What the exercise asks:
Copy each line below without leaving any out.

(Stored data)
--- --- ---
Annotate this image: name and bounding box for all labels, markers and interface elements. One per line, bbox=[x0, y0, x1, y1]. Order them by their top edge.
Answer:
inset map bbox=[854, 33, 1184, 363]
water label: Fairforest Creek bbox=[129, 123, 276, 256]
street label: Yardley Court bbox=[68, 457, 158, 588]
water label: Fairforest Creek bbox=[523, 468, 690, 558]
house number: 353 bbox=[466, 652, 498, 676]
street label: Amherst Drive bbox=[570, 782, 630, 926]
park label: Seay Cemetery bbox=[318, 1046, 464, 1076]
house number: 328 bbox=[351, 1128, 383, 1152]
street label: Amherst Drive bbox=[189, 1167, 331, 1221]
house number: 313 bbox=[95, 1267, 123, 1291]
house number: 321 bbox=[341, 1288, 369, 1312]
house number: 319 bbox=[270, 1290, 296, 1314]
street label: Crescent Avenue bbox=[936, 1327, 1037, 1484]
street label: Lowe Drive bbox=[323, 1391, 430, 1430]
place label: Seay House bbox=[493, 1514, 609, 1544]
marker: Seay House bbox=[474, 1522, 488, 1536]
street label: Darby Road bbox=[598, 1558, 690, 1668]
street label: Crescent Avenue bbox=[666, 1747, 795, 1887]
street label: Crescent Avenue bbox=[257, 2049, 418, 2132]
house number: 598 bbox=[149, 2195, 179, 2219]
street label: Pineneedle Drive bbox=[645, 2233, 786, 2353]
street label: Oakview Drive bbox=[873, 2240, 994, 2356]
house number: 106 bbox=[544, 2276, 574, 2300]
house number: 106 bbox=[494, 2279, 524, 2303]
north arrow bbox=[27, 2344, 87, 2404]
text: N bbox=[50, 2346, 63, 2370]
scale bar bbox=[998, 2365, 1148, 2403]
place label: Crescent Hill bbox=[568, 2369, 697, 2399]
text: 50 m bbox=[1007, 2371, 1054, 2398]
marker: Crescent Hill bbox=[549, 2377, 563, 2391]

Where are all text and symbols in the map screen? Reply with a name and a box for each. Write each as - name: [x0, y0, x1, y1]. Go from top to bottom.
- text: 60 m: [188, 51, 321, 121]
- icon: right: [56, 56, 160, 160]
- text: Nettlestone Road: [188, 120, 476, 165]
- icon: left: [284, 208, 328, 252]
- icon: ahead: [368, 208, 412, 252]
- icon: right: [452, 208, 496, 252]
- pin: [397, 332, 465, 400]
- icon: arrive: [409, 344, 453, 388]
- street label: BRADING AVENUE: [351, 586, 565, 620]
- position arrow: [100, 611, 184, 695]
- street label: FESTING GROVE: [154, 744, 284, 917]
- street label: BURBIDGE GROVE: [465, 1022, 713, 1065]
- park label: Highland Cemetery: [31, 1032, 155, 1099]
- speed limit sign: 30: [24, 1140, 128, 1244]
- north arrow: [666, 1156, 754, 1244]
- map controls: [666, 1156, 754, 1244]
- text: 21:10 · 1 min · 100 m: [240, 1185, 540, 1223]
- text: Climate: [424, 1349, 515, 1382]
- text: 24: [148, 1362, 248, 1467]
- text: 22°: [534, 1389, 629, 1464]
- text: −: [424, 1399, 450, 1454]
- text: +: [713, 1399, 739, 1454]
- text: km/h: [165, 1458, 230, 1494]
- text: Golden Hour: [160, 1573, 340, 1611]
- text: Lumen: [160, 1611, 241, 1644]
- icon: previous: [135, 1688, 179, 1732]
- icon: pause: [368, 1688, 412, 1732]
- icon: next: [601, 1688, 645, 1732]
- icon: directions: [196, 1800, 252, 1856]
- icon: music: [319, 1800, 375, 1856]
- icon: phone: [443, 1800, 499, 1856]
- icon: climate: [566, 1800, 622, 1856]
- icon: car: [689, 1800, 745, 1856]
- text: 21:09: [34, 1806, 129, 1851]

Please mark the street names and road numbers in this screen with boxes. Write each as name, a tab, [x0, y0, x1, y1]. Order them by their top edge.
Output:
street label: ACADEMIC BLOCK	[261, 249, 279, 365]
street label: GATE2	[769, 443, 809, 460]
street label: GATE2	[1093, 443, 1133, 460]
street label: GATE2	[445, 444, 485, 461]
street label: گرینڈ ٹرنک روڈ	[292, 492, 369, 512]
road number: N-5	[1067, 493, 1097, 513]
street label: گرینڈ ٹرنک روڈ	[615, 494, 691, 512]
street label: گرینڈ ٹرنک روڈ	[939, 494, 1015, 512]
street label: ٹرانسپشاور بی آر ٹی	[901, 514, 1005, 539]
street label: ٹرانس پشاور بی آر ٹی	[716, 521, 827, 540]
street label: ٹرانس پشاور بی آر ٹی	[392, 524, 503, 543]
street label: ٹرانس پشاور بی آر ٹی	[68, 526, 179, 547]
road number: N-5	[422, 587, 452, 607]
--- --- ---
Finished task:
Annotate this image: name and bounding box for all labels, markers and interface elements. One per line, bbox=[x0, y0, x1, y1]. Order them by their top edge.
Answer:
inset map bbox=[854, 33, 1184, 363]
water label: Fairforest Creek bbox=[129, 123, 276, 256]
street label: Yardley Court bbox=[68, 457, 158, 588]
water label: Fairforest Creek bbox=[523, 468, 690, 558]
house number: 353 bbox=[466, 652, 498, 676]
street label: Amherst Drive bbox=[570, 782, 630, 926]
park label: Seay Cemetery bbox=[318, 1046, 464, 1076]
house number: 328 bbox=[351, 1128, 383, 1152]
street label: Amherst Drive bbox=[189, 1167, 331, 1221]
house number: 313 bbox=[95, 1267, 123, 1291]
house number: 321 bbox=[341, 1288, 369, 1312]
house number: 319 bbox=[270, 1290, 296, 1314]
street label: Crescent Avenue bbox=[936, 1327, 1037, 1484]
street label: Lowe Drive bbox=[323, 1391, 430, 1430]
place label: Seay House bbox=[493, 1514, 609, 1544]
marker: Seay House bbox=[474, 1522, 488, 1536]
street label: Darby Road bbox=[598, 1558, 690, 1668]
street label: Crescent Avenue bbox=[666, 1747, 795, 1887]
street label: Crescent Avenue bbox=[257, 2049, 418, 2132]
house number: 598 bbox=[149, 2195, 179, 2219]
street label: Pineneedle Drive bbox=[645, 2233, 786, 2353]
street label: Oakview Drive bbox=[873, 2240, 994, 2356]
house number: 106 bbox=[544, 2276, 574, 2300]
house number: 106 bbox=[494, 2279, 524, 2303]
north arrow bbox=[27, 2344, 87, 2404]
text: N bbox=[50, 2346, 63, 2370]
scale bar bbox=[998, 2365, 1148, 2403]
place label: Crescent Hill bbox=[568, 2369, 697, 2399]
text: 50 m bbox=[1007, 2371, 1054, 2398]
marker: Crescent Hill bbox=[549, 2377, 563, 2391]

Where are all text and symbols in the map screen? Reply with a name and a box for each. Write each as - name: [x0, y0, x1, y1]. Go from top to bottom.
- text: 60 m: [188, 51, 321, 121]
- icon: right: [56, 56, 160, 160]
- text: Nettlestone Road: [188, 120, 476, 165]
- icon: left: [284, 208, 328, 252]
- icon: ahead: [368, 208, 412, 252]
- icon: right: [452, 208, 496, 252]
- pin: [397, 332, 465, 400]
- icon: arrive: [409, 344, 453, 388]
- street label: BRADING AVENUE: [351, 586, 565, 620]
- position arrow: [100, 611, 184, 695]
- street label: FESTING GROVE: [154, 744, 284, 917]
- street label: BURBIDGE GROVE: [465, 1022, 713, 1065]
- park label: Highland Cemetery: [31, 1032, 155, 1099]
- speed limit sign: 30: [24, 1140, 128, 1244]
- north arrow: [666, 1156, 754, 1244]
- map controls: [666, 1156, 754, 1244]
- text: 21:10 · 1 min · 100 m: [240, 1185, 540, 1223]
- text: Climate: [424, 1349, 515, 1382]
- text: 24: [148, 1362, 248, 1467]
- text: 22°: [534, 1389, 629, 1464]
- text: −: [424, 1399, 450, 1454]
- text: +: [713, 1399, 739, 1454]
- text: km/h: [165, 1458, 230, 1494]
- text: Golden Hour: [160, 1573, 340, 1611]
- text: Lumen: [160, 1611, 241, 1644]
- icon: previous: [135, 1688, 179, 1732]
- icon: pause: [368, 1688, 412, 1732]
- icon: next: [601, 1688, 645, 1732]
- icon: directions: [196, 1800, 252, 1856]
- icon: music: [319, 1800, 375, 1856]
- icon: phone: [443, 1800, 499, 1856]
- icon: climate: [566, 1800, 622, 1856]
- icon: car: [689, 1800, 745, 1856]
- text: 21:09: [34, 1806, 129, 1851]

Please mark the street names and road numbers in this screen with boxes. Write each as name, a tab, [x0, y0, x1, y1]. Order them by their top edge.
Output:
street label: ACADEMIC BLOCK	[261, 249, 279, 365]
street label: GATE2	[769, 443, 809, 460]
street label: GATE2	[1093, 443, 1133, 460]
street label: GATE2	[445, 444, 485, 461]
street label: گرینڈ ٹرنک روڈ	[292, 492, 369, 512]
road number: N-5	[1067, 493, 1097, 513]
street label: گرینڈ ٹرنک روڈ	[615, 494, 691, 512]
street label: گرینڈ ٹرنک روڈ	[939, 494, 1015, 512]
street label: ٹرانسپشاور بی آر ٹی	[901, 514, 1005, 539]
street label: ٹرانس پشاور بی آر ٹی	[716, 521, 827, 540]
street label: ٹرانس پشاور بی آر ٹی	[392, 524, 503, 543]
street label: ٹرانس پشاور بی آر ٹی	[68, 526, 179, 547]
road number: N-5	[422, 587, 452, 607]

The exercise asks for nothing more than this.